Knoxville Police Chief David Rausch explained during a news conference on Wednesday that the plaque, which quotes from Romans 8:31, will be moved from near the employee deli to a soon-coming Hall of Inspiration inside the the Safety Building.
“What shall we then say to these things? If God be for us, then who can be against us?” it reads.
Rausch had received an email from the Wisconsin-based Freedom From Religion Foundation (FFRF), which asserted that the plaque was in violation of the U.S. Constitution.
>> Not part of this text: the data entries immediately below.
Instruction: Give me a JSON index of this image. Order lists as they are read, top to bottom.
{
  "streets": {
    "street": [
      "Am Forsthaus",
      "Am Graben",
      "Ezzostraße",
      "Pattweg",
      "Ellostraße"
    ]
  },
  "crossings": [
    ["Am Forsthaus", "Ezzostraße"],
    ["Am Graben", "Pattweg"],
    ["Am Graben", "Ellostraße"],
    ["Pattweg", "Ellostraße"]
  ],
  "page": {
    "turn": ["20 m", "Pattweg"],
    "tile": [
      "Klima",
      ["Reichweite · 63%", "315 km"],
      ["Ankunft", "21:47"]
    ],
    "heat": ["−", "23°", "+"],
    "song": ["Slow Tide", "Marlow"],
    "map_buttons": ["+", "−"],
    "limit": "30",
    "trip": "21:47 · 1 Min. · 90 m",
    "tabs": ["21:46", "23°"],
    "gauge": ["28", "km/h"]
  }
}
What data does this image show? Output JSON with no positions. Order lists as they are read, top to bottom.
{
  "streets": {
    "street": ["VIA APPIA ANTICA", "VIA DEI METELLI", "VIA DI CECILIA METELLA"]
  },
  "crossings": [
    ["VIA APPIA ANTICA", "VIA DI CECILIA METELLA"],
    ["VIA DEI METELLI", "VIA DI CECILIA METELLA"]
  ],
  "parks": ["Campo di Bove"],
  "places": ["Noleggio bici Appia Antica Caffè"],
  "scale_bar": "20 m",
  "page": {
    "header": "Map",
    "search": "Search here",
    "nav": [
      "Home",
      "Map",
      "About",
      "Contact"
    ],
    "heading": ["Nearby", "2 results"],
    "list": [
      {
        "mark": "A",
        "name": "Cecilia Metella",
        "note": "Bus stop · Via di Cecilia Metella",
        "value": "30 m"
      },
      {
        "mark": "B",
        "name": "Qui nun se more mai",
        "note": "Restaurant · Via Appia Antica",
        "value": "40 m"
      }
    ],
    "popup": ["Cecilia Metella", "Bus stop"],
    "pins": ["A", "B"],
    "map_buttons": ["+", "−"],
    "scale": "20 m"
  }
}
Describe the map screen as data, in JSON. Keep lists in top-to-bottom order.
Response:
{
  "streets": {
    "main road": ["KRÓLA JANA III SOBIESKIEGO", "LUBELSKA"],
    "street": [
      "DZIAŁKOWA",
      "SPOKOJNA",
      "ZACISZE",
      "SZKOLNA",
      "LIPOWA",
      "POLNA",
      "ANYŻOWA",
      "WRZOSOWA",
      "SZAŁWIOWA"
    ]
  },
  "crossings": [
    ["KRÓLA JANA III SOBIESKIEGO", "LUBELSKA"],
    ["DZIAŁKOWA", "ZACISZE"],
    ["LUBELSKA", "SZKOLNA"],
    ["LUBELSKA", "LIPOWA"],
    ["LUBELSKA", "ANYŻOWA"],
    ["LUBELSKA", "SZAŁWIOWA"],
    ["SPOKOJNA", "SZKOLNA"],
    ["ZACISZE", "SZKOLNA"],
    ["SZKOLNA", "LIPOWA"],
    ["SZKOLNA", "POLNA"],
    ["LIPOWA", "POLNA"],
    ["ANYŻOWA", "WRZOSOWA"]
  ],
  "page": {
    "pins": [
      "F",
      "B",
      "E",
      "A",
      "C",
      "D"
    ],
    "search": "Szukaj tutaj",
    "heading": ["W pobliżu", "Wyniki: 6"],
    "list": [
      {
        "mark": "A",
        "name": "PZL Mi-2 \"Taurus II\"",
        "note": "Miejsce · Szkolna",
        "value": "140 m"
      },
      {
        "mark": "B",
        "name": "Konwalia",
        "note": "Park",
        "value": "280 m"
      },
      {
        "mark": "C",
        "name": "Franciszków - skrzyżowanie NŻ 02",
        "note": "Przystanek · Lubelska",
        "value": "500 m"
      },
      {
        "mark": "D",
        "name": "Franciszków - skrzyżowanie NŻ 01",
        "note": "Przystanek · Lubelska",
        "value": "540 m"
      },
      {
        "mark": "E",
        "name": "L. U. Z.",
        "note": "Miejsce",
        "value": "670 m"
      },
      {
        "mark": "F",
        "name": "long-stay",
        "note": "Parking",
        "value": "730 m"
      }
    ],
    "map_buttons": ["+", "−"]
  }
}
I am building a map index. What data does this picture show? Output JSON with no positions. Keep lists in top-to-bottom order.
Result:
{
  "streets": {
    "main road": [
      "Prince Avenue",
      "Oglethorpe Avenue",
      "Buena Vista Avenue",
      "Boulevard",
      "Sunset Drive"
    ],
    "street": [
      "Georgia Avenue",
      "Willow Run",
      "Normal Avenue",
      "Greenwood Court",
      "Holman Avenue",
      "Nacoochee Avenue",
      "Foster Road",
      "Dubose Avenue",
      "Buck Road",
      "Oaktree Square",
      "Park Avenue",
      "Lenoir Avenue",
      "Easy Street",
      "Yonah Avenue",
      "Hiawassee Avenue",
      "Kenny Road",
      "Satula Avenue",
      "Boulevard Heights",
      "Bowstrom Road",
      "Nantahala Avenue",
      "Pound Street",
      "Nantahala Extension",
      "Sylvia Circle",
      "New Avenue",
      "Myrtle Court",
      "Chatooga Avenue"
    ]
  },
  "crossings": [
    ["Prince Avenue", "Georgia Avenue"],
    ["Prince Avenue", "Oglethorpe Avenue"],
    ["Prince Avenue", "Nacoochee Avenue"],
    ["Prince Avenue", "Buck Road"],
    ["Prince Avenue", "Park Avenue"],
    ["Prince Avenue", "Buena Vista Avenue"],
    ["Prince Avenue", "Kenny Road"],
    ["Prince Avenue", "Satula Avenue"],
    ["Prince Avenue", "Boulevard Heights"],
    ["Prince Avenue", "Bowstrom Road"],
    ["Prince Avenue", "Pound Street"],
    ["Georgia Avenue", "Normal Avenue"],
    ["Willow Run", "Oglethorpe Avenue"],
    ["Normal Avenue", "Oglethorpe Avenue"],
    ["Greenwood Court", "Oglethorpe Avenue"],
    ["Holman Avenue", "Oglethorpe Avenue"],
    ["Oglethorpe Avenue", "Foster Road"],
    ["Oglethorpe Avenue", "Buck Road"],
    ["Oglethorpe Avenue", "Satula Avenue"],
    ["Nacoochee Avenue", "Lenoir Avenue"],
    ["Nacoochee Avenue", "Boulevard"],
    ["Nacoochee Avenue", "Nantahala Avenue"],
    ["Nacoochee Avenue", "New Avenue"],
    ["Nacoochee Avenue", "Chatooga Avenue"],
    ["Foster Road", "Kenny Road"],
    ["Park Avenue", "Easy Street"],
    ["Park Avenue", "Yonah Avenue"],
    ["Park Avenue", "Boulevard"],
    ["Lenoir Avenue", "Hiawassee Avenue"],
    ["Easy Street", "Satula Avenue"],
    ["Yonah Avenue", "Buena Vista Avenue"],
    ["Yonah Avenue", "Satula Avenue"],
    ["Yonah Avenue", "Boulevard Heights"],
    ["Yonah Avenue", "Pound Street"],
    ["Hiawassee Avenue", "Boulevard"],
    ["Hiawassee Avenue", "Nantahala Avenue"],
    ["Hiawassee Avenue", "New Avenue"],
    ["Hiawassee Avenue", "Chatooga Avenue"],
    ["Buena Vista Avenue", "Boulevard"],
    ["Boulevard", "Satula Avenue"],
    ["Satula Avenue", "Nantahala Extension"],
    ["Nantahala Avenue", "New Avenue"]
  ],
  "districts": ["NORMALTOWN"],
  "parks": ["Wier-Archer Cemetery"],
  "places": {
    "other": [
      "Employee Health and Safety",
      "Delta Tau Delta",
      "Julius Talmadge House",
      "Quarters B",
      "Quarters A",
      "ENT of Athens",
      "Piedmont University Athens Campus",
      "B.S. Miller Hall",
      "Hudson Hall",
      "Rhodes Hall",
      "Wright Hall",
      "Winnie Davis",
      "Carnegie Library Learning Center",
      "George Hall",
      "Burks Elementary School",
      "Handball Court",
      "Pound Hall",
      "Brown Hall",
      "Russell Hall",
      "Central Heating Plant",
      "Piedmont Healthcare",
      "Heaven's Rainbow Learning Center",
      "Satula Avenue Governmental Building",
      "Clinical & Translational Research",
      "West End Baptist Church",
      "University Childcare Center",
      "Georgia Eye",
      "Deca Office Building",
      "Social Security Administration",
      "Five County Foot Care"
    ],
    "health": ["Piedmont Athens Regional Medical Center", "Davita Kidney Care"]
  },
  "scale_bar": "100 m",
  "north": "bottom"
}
The group threatened a lawsuit if the display was not removed.
“Please note that the Knoxville Police Department is a government entity and as such should be devoid of religious promotion of any kind,” the correspondence read. “Having a Bible verse promotes one particular religion and in so doing is discriminatory toward those of other religions or no religion.”
“Please see that the verse is removed so that all who enter your police station may feel equally treated,” it said. “Failure to have the verse removed may expose the KPD and/or the City of Knoxville to expensive litigation that cannot be won.”
Mayor Madeline Rogero, who identifies as a Christian, advised during Wednesday’s press conference that officials did indeed consult with Knoxville law director Charles Swanson and concluded that it was in the best interest of the city not to spend taxpayer money defending the plaque.
“As a person of faith, I understand and respect the passion that people feel on this issue,” Rogero also said. “As a Christian, I’m thankful for fellow Christians who feel their faith so strongly that they want to share it with the world and I respect people of other faiths who feel the same.”
However, she added, “But we do not govern according to the dictates of our faiths. We govern first and foremost under the authority of the Constitution of the United States and the Constitution of the State of Tennessee.”
FFRF said that it is pleased with the decision, calling it a “step in the right direction.”
“Can you imagine how Christians would feel if they walked in and, instead of a Christian plaque, there was a plaque of Islam or Judaism? How would they feel?” attorney Aleta Ledendecker told local television station WATE. “Well, this must be a police department that favors one religion over others.”
However, former investigator, Don Wiser, told reporters that when a nation turns away from Jesus, wickedness abounds.
“I believe in Jesus, and I believe that when they turn their back on Jesus that we’re going to be in bad shape,” Wiser said. “I think that, as wicked as our people are getting, I think that’s the wrong thing to do, to take that off there.”
Rausch said he will be praying for FFRF.
“I pray that their souls will be softened by the love of God, and they understand that they can have us remove words but they cannot remove our faith and what is in our hearts,” he wrote in an email obtained by the Knoxville News Sentinel.
An online petition has already been circulated in an effort to keep the plaque.